What’s not to like about lower utility bills and reduced carbon emissions? With new rebates, mandates, and tax credits, heat pump sales are taking off. High demand is expected to drive sales through the roof by the end of the decade. More and more Canadian households are saying goodbye to an oil or natural gas furnace and hello to a heat pump. Many municipalities are supporting building codes that require the use of heat pumps in new homes and new construction. New York State is the first jurisdiction in the USA to ban gas hook-ups in new buildings.
The Canadian Climate Institute prepared a recent report on the costs of various home heating and cooling technologies. It found heat pumps are the lowest-cost option in two-thirds of all cases they considered, using conservative estimates for gas and electricity prices. They’re most popular in places like Vancouver, Toronto, Montreal and Halifax where single-family homes and townhouses (both old and newer construction) lean decisively in favour of heat pumps. Heat pumps are the top solution recommended for our buildings by the International Panel of Climate Change (IPCC) and most climate action plans because they are most efficient, are an economical and proven technology, and can reduce emissions by 35-45% in Ontario.

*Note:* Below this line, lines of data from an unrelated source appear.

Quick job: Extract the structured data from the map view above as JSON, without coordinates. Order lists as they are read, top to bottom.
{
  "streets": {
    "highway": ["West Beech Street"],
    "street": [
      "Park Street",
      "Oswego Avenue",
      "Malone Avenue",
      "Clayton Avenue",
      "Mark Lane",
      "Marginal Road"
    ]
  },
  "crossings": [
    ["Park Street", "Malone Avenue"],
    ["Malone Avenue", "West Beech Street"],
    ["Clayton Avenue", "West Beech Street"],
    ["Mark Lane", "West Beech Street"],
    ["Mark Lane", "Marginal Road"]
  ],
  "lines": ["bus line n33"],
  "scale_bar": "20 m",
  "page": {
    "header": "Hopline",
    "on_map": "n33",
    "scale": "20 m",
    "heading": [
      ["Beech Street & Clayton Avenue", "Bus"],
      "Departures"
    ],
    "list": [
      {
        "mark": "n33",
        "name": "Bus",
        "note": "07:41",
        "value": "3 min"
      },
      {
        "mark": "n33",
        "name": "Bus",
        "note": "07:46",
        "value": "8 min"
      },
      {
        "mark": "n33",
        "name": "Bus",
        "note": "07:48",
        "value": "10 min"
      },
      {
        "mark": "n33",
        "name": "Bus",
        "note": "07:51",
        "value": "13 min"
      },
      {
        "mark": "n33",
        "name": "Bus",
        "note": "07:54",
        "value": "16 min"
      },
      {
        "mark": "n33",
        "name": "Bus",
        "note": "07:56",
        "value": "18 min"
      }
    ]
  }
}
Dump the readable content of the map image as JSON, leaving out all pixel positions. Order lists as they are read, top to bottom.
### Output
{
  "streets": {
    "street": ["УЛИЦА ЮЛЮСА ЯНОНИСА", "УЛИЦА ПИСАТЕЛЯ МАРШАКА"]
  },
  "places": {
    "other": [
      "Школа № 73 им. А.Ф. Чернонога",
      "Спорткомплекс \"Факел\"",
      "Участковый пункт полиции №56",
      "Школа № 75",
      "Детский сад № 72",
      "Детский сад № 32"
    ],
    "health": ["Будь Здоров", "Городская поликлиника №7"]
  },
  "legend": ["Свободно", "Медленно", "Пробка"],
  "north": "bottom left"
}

Heat pumps move heat. They don’t create it. A heat pump amplifies and transfers outside heat into a home, and because the heat is from an already existing source and not being generated, these systems are more energy efficient than fossil fuel systems. A heat pump works efficiently by injecting a small amount of heat over a long period. Even in winter, a heat pump magically pulls heat out of nearby outside air and uses it to heat buildings. It can even heat water. A heat pump is able to both cool and heat a home with a single system. In the summer it simply works in reverse, transferring heat out of the house and into the air.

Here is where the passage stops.